Seeing Boesch on the list is somewhat interesting even though he’s never been much of a walker in the past — 7.3 BB% in 1,025 MLB PA and 6.0 BB% in 1,957 MiLB PA. Boesch has batted second ahead of Miguel Cabrera and Prince Fielder in all but one of Detroit’s ten games this season, and although we know the impact of lineup protection is overstated, I do think it exists in the case of elite players. Cabrera and Fielder certainly qualify. Pitchers could be attacking Boesch just a little more than usual given the guys behind him, and when you throw strikes to a guy who likes to swing, it leads to a lot of balls in play.

Now let’s flip the coin and look at the players with the most plate appearances without a strikeout…

PA wOBA Two-Strike Counts
Marco Scutaro 38 0.277 15
Logan Morrison 30 0.303 12
Chris Denorfia 23 0.431 8
Nate Schierholtz 23 0.361 12
Erik Komatsu 11 0.365 4

Ben Revere also has eleven strikeout-less plate appearances this season, but I left him out of the table since he was recently shipped to Triple-A. There’s a pretty substantial drop-off after Schierholtz, with a whole bunch of guys in that 5-10 PA range. There are a few pitchers in there as well, namely Barry Zito and Kyle Lohse with six each.

Scutaro shouldn’t be a surprise, he’s always been a contact freak. His career strikeout rate is 11.3 K%, but last year with the Red Sox it was just 8.1% in 445 PA. The guy excels at putting the ball in play, even when staring at a two-strike count. The other three guys — leaving out Komatsu and his measly 11 PA — are a bit more surprising.

LoMo has always worked the count extremely well, but he owns 17.8 K% in 842 MLB PA to go with his 15.2 K% in the minors.
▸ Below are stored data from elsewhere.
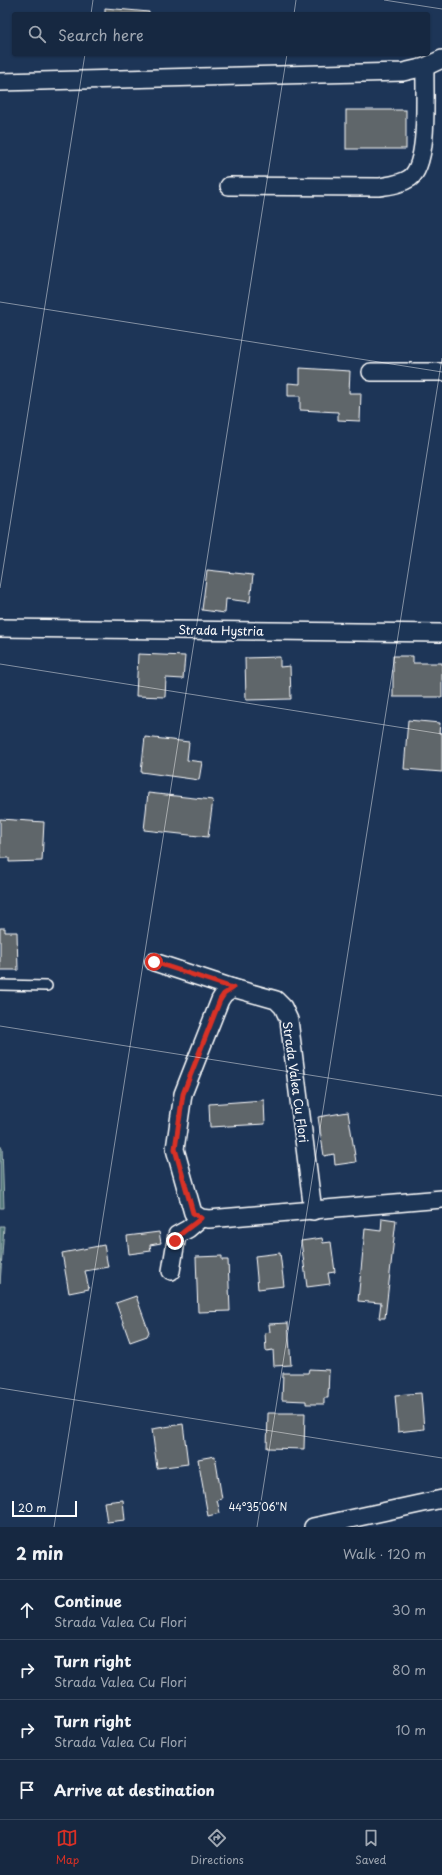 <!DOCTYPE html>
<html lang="en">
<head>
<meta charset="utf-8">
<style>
  body { margin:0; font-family:"Playpen Sans",sans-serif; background:#1f3048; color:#f1f3f6 }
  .scale { position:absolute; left:12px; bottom:10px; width:65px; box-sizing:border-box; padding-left:4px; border:2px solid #fff; border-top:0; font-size:11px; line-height:14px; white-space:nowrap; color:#fff; -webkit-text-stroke:3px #1d3557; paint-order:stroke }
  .stop { position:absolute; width:12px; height:12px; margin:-9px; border:3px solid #d93025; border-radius:50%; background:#fff }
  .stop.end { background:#d93025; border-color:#fff; box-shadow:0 1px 4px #0008 }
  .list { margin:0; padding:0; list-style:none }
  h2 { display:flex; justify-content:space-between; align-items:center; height:52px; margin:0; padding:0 16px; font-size:17px }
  h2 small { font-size:13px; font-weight:400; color:#9ea6b1 }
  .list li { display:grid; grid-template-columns:26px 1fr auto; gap:12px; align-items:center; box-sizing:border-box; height:60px; padding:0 16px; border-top:1px solid #35445a }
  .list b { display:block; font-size:15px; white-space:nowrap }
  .list p { margin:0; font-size:13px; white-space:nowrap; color:#9ea6b1 }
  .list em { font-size:13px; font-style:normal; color:#9ea6b1 }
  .icon { flex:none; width:22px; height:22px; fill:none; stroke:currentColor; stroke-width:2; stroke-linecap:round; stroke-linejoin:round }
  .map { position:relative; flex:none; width:442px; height:1527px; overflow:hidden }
  .search { position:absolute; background:#162841; box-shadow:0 1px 3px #0004; left:12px; right:12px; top:12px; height:44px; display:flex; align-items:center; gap:10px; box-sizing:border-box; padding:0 14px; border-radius:4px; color:#9ea6b1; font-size:15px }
  .sheet { height:292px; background:#162841 }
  nav { display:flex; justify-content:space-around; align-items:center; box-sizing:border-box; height:56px; border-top:1px solid #35445a; background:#162841; font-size:11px; color:#9ea6b1 }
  nav a { display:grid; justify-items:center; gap:2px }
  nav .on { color:#d93025 }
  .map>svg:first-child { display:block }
  .green { fill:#517678; stroke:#a8babc }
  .building { fill:#5f666b; stroke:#fff }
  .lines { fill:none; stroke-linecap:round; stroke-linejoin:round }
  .lane-casing { stroke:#fff; stroke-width:12 }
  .street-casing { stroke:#fff; stroke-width:20 }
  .lane { stroke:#1d3557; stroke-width:9 }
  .street { stroke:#1d3557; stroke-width:17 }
  .route { stroke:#d93025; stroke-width:5 }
  .ticks { fill:none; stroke:#fff; stroke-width:1; stroke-opacity:0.45 }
  .labels { text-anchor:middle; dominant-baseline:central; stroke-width:4; stroke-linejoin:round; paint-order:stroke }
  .street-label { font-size:12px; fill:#fff; stroke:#1d3557 }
  .ticks-label { font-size:10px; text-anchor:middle; fill:#fff; stroke:#1d3557; stroke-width:4; stroke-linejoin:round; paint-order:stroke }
</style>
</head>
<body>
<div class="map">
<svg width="442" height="1527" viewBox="0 0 442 1527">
  <rect width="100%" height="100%" fill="#1d3557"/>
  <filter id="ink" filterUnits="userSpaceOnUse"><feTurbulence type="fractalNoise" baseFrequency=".025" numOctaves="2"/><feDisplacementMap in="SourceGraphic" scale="8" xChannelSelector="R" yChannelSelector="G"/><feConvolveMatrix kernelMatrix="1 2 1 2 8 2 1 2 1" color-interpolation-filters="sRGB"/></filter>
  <g filter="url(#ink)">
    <g class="green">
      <polygon points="0,1147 2,1147 4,1208 0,1208"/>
      <polygon points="0,1226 4,1226 0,1284"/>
    </g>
    <g class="building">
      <polygon points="105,8 149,12 149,14 105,14"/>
      <rect x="346" y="110" width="60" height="39"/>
      <polygon points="300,368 350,371 349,393 361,393 360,421 338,420 338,412 300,410 300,396 288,396 288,383 300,384"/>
      <polygon points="207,570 253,575 250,602 226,599 225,613 202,610"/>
      <polygon points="138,654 185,656 183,679 166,678 165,697 136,696"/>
      <polygon points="393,656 413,656 413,663 442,663 442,697 393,697"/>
      <polygon points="280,657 280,667 290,666 291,699 246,700 245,658"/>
      <polygon points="408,720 440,723 439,733 442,733 442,772 404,769"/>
      <polygon points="145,737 189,742 187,760 202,762 199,780 141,772"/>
      <polygon points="148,793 213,800 208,837 144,830"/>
      <polygon points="0,819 44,822 42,861 9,862 9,858 0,858"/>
      <polygon points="0,928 5,928 5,932 17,932 18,970 0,970"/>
      <polygon points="264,1100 265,1124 210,1127 209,1104"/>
      <polygon points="348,1112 356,1162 335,1165 334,1154 324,1156 318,1117"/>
      <polygon points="382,1218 396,1220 385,1318 379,1318 381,1303 358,1301 365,1229 381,1231"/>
      <polygon points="159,1232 161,1243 150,1245 151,1251 129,1254 127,1236"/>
      <polygon points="322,1238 323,1243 331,1242 335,1272 328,1273 330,1284 307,1287 301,1241"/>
      <polygon points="104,1245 108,1267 85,1271 89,1289 69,1293 62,1253"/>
      <polygon points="280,1253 284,1286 258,1289 255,1256"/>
      <polygon points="222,1256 222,1260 228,1260 230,1311 198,1312 196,1257"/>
      <polygon points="136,1296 149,1332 147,1336 130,1342 116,1303"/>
      <polygon points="288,1323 291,1365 274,1366 273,1350 266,1351 265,1333 270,1332 269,1324"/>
      <polygon points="309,1369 329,1370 328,1398 324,1398 324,1404 306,1404 306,1401 282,1400 283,1373 308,1373"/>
      <polygon points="421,1393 424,1429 398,1432 395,1395"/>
      <polygon points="268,1413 305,1413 304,1449 267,1448"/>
      <polygon points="183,1424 188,1464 157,1468 152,1429"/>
      <polygon points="215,1456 222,1499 217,1500 220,1513 208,1516 198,1459"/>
      <polygon points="123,1500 125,1520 107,1522 104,1502"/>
    </g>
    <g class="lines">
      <defs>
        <polyline id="lane" points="0,985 47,986"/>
        <g id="street">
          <polyline points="0,82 403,72 425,67 442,59"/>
          <path d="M229 186 380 187C391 185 401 184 410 178 430 163 424 91 425 67"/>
          <polyline points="371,372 442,372"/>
          <polyline points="0,628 442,633"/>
          <polyline points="154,962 233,988 276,1000 283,1007 289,1020 313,1211"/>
          <polyline points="233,988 224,994 220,1000 183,1094 175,1149 193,1213 201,1218 209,1219 442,1199"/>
          <polyline points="171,1271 177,1235 188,1229 201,1218"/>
          <polyline points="313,1527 442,1499"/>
        </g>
      </defs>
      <use href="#lane" class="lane-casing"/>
      <use href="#street" class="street-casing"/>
      <use href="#lane" class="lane"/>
      <use href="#street" class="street"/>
    </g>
  </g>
  <g class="lines" filter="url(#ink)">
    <path class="route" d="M154 962 233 988 224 994 220 1000 183 1094 175 1149 193 1213 201 1218C194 1225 179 1233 175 1241"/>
  </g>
  <path class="ticks" d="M384 0 442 9M91 14 93 0M294 14 296 0M0 302 442 372M0 588 85 54M0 664 442 734M0 1026 442 1096M0 1388 442 1458M54 1527 287 54M257 1527 442 358"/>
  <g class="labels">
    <g class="street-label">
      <text transform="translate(221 630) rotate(1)">Strada Hystria</text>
      <text transform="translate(296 1082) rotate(82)">Strada Valea Cu Flori</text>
    </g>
  </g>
  <g class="ticks-label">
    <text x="258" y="1511">44°35'06"N</text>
  </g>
</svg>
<div class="scale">20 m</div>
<div class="stop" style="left:154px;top:962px"></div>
<div class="stop end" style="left:175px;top:1241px"></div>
<div class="search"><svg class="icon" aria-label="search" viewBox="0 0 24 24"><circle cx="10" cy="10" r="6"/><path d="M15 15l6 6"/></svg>Search here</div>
</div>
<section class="sheet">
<h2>2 min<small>Walk · 120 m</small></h2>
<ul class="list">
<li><svg class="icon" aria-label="ahead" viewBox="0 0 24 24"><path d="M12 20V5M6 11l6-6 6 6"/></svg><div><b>Continue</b><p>Strada Valea Cu Flori</p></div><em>30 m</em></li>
<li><svg class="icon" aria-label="right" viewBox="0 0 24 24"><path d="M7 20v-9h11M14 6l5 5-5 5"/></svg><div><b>Turn right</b><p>Strada Valea Cu Flori</p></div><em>80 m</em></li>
<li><svg class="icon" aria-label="right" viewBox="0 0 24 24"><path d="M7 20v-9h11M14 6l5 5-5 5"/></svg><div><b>Turn right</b><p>Strada Valea Cu Flori</p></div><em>10 m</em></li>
<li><svg class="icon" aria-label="arrive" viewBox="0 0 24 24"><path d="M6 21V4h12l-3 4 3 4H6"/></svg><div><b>Arrive at destination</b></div></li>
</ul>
</section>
<nav>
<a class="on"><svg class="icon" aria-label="map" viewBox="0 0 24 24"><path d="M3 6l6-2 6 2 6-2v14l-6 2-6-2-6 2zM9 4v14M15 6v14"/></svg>Map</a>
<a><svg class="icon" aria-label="directions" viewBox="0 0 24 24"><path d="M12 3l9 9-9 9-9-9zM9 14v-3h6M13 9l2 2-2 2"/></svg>Directions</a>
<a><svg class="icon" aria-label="saved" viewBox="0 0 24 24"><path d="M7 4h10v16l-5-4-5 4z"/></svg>Saved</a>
</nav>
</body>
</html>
Denorfia (15.9 K% in MLB and 15.3 K% in MiLB) and Schierholtz (16.1 K% in MLBand 16.7 K% in MiLB) are in the same boat, though they don’t share Morrison’s reputation for plate discipline, especially Schierholtz. That said, all three guys strike out at a rate lower than the ~18% league average, so they have shown above average contact skills in their relatively short big league careers.

It’s been 25 years since a player last started a season with 100 strikeout-free plate appearances. Mickey Hatcher did it for the 1988 Dodgers, going 116 plate appearances before finally seeing his first strike three. It was part of a strike ’em out, throw ’em out double play. Because he was a part-time player that year, Hatcher’s first strikeout didn’t come until August 16th, the team’s 119th game of the season. Carlos Baerga came close to that 100 PA threshold, not striking out until his 96th plate appearances with the 1995 Indians. Given how the game has shifted towards pitching — particularly power pitching — in recent years, I don’t think we’re going to see another guy do what Hatcher did in ’88 for quite some time.